### EXERCISE BRIEF
For the data that follows, report how many lines contain the word "canvas", and nothing else.

Dataset excerpts:
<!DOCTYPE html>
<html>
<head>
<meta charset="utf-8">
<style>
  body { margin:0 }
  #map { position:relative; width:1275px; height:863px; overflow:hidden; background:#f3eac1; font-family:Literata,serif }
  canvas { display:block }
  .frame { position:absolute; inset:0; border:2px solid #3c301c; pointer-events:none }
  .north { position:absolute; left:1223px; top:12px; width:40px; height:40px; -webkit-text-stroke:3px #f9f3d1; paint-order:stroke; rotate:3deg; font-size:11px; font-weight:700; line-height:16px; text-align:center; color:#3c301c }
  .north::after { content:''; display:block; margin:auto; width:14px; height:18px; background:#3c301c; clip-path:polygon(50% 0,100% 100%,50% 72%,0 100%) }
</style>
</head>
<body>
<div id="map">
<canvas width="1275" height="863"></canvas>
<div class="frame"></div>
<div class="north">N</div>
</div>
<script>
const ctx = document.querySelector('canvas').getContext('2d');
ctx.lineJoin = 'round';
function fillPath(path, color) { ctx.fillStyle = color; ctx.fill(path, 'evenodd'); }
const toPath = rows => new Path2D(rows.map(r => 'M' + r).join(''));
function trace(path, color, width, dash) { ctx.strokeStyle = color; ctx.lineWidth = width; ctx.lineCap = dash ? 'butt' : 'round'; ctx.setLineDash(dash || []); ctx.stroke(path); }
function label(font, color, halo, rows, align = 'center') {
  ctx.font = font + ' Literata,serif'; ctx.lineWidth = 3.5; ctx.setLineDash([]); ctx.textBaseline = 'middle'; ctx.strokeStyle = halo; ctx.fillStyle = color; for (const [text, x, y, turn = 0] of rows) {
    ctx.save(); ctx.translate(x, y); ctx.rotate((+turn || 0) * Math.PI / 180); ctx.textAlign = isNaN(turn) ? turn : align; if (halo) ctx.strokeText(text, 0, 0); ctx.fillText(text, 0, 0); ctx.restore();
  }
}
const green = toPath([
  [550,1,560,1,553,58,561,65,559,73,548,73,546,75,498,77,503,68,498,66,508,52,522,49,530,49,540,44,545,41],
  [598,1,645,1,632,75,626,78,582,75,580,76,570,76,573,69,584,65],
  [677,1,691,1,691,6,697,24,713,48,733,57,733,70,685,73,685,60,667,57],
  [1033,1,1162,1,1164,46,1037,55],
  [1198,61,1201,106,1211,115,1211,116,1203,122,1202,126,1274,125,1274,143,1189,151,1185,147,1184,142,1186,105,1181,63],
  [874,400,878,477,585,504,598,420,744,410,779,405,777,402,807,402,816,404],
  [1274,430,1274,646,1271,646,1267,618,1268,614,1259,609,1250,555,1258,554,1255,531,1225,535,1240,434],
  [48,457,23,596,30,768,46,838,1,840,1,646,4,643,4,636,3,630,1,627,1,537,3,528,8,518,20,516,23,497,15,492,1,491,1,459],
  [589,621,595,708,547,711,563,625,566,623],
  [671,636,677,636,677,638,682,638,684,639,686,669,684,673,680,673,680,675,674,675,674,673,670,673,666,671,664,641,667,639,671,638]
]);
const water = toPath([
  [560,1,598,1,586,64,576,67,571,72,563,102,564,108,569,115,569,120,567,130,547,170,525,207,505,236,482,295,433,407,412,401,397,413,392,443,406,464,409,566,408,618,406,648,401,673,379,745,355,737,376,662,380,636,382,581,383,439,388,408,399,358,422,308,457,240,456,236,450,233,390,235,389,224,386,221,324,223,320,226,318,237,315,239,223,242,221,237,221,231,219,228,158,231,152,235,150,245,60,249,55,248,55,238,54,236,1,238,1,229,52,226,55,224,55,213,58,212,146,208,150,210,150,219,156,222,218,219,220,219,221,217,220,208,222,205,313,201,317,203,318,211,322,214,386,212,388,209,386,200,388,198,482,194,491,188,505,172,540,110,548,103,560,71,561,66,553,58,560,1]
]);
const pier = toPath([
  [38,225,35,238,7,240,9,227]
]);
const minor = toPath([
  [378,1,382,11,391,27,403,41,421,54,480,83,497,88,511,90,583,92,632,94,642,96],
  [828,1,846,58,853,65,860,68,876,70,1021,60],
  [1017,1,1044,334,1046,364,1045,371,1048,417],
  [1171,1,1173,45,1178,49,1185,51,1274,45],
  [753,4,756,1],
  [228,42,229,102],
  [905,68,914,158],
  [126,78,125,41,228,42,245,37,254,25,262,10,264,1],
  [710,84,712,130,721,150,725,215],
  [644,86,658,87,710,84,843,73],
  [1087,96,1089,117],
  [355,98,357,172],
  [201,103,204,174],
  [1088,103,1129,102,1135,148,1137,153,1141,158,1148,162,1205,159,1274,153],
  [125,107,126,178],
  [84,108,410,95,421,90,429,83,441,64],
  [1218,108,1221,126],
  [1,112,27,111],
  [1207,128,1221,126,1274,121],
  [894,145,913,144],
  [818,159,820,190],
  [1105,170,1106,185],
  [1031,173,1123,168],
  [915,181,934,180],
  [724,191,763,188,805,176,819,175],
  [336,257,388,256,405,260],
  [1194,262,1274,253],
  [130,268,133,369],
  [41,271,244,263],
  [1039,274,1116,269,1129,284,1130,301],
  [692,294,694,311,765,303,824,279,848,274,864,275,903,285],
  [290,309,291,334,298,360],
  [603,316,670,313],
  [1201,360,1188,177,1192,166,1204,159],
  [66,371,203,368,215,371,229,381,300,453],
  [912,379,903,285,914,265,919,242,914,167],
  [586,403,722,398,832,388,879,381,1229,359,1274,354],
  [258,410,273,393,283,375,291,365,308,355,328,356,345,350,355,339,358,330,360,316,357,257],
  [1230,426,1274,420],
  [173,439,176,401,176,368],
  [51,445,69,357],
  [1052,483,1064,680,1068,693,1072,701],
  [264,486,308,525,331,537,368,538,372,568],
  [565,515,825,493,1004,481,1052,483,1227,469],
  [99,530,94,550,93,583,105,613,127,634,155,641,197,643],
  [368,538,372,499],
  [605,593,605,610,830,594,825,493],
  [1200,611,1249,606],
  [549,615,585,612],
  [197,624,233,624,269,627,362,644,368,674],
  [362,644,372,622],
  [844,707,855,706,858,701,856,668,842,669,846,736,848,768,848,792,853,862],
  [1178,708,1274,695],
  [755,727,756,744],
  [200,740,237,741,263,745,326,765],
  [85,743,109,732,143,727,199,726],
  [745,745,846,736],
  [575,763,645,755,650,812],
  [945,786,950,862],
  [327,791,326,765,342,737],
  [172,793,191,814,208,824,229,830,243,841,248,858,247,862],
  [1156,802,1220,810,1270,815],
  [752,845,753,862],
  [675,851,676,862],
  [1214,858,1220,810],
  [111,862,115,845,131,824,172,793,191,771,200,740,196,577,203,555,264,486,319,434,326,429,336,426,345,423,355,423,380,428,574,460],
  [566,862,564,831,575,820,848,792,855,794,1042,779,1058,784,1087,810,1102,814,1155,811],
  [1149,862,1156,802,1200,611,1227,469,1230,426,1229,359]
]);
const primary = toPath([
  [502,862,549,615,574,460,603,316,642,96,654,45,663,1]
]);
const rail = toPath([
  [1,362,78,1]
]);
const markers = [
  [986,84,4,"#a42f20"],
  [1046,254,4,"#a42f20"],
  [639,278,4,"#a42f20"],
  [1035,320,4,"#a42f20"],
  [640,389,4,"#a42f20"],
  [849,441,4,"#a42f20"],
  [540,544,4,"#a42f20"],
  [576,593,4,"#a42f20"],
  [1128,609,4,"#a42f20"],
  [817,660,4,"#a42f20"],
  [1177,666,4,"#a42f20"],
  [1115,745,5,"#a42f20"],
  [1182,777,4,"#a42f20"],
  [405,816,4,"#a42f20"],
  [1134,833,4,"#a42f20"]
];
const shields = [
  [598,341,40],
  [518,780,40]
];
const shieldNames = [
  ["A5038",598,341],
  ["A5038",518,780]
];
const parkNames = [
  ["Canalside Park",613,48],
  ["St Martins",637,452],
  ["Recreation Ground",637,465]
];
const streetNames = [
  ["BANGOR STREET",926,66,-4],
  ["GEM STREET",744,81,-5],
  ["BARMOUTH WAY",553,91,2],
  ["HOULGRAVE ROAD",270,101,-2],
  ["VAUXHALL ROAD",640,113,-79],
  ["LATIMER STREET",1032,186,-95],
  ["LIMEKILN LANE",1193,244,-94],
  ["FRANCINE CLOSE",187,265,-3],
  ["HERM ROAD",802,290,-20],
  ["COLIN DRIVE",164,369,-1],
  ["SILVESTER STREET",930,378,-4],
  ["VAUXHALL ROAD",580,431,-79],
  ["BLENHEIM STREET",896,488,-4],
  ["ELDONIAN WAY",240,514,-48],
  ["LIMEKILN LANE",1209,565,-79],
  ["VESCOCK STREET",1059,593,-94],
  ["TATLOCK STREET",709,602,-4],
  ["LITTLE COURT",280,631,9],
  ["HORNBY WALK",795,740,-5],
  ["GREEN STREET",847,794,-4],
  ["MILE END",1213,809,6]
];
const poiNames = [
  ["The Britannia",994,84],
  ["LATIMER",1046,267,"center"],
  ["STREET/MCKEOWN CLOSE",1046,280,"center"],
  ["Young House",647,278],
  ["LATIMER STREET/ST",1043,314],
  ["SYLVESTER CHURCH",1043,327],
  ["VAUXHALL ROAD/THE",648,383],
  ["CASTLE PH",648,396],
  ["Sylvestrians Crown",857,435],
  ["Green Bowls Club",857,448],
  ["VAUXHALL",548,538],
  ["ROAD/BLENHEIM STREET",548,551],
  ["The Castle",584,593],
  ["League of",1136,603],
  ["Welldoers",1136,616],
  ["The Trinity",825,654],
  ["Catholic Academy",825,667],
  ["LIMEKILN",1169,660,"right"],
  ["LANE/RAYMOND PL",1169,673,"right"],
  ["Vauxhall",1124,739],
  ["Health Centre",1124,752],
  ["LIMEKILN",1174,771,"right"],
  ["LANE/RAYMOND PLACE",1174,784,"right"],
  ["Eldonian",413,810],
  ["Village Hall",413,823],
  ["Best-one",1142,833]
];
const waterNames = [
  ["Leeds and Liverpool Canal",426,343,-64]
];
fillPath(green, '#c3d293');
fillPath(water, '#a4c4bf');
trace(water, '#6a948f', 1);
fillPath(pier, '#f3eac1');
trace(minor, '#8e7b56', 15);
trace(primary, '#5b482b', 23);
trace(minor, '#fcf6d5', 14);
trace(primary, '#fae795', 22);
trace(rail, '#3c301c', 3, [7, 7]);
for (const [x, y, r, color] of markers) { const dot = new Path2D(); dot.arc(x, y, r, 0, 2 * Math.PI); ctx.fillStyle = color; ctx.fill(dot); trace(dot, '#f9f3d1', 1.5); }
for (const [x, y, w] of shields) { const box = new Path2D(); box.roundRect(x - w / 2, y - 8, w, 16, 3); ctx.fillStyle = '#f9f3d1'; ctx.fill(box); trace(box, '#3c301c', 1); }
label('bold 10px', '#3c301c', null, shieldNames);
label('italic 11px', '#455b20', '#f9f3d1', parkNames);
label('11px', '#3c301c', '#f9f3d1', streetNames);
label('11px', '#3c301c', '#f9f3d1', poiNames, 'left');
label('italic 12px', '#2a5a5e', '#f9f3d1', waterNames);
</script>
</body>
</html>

### RESPONSE AREA
3